Image credit: Dragaba Jurisic
Zlata Filipovic was born in Sarajevo, Bosnia and Herzegovina. At the age of ten, she started keeping a diary, which, when the conflict began in former Yugoslavia, became a record of the war and survival in her city. Zlata’s Diary was published first in France in 1993 and was an instant international best-seller. It has since been translated into thirty-six languages and is required reading in many schools around the world.
She holds a BA in Human Sciences from Oxford University and an MPhil in International Peace Studies from Trinity College Dublin. She has spoken extensively at schools and universities around the world about her experiences and has worked on many occasions with different organisations such as the Anne Frank House, UN and UNICEF, also being a three-time member of UNESCO Jury for Children’s and Young People’s Literature Prize for Tolerance.
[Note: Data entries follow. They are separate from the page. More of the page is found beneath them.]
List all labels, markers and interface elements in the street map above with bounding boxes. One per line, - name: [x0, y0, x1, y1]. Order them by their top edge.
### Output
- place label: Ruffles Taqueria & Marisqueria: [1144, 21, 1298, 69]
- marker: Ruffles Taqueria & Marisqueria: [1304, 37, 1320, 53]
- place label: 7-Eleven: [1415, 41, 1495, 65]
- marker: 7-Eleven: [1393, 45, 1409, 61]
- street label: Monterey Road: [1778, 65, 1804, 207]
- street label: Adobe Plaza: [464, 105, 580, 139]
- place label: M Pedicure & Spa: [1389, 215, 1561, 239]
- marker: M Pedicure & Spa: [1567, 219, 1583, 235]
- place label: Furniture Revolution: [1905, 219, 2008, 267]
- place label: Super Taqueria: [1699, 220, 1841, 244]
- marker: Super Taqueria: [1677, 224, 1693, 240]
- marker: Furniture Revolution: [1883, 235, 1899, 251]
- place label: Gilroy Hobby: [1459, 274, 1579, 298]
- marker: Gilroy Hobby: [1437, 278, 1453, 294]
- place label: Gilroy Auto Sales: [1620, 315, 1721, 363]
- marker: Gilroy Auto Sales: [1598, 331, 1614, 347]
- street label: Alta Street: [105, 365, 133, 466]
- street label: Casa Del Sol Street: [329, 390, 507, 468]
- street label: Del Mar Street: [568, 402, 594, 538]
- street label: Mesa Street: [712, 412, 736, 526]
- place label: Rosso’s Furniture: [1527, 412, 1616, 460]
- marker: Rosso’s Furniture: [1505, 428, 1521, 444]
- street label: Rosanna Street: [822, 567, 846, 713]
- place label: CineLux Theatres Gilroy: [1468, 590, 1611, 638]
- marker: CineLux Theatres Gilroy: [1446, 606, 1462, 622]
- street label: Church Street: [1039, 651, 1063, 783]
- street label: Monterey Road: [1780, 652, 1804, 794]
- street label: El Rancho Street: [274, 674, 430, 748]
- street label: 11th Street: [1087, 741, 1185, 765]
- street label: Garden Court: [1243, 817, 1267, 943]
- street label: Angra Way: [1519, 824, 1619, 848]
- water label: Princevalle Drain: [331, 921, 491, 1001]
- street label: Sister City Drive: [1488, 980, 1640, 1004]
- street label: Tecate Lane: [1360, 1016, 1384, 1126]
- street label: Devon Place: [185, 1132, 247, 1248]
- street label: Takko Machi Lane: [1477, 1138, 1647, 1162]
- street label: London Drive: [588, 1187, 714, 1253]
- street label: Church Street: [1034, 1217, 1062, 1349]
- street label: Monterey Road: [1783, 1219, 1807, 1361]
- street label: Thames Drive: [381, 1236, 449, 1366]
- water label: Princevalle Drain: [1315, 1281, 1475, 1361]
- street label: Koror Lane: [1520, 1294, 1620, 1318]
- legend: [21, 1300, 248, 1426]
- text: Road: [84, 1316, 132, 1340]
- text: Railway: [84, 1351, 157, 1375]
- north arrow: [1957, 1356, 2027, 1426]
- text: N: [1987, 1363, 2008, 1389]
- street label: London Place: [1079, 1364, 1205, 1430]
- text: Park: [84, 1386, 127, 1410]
Her written work includes contributions to several books, radio programmes and newspapers, including a foreword for The Freedom Writers Diary (Doubleday, 1997) and the English translation of Milosevic: The People’s Tyrant (I.B. Tauris, 2004), for which she has also written a foreword. She also co-edited Stolen Voices: Young People’s War Diaries form WWI to Iraq (Penguin, 2006).
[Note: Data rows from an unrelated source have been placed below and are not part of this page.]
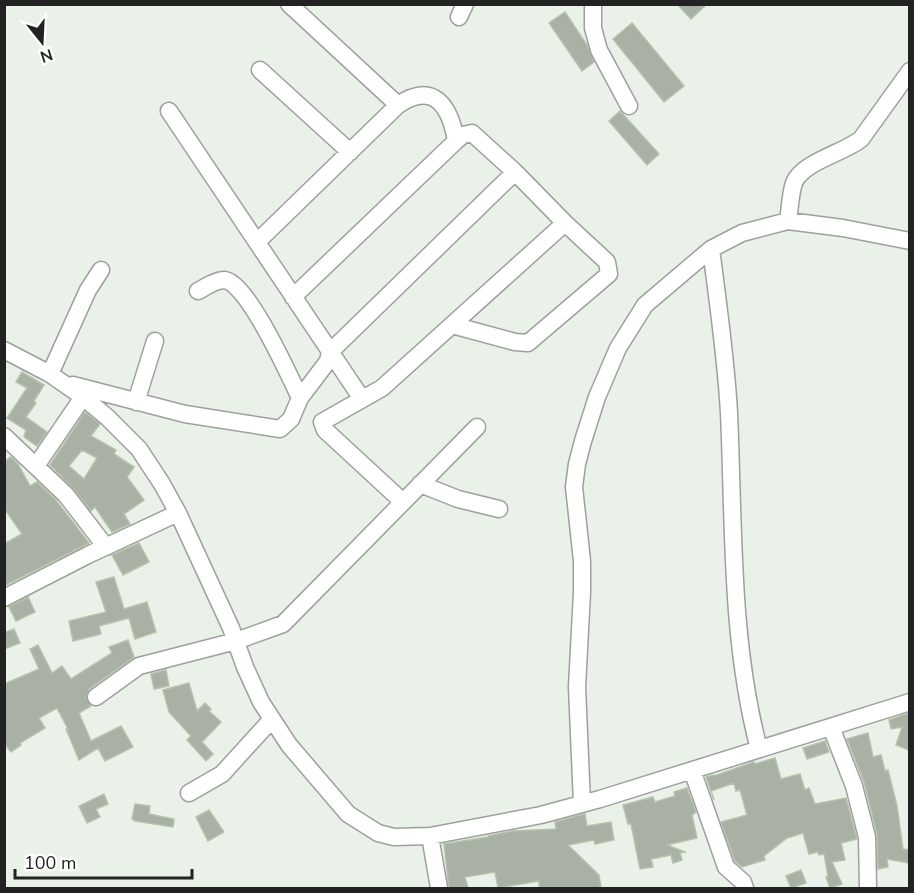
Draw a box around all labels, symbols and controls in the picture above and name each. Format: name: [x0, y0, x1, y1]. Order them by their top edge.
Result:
north arrow: [12, 12, 72, 72]
text: N: [37, 43, 55, 68]
scale bar: [15, 842, 192, 880]
text: 100 m: [24, 851, 76, 875]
Zlata served for six years on the Executive Committee of Amnesty International Ireland and is currently making documentary films in Ireland and internationally. Her documentary work includes the Emmy-nominated documentary The Farthest as well as Grierson nominated Here Was Cuba and Irish Film and Television Award-winners Somebody To Love and Blood of the Irish. She specialises in social issues, science and historical documentaries.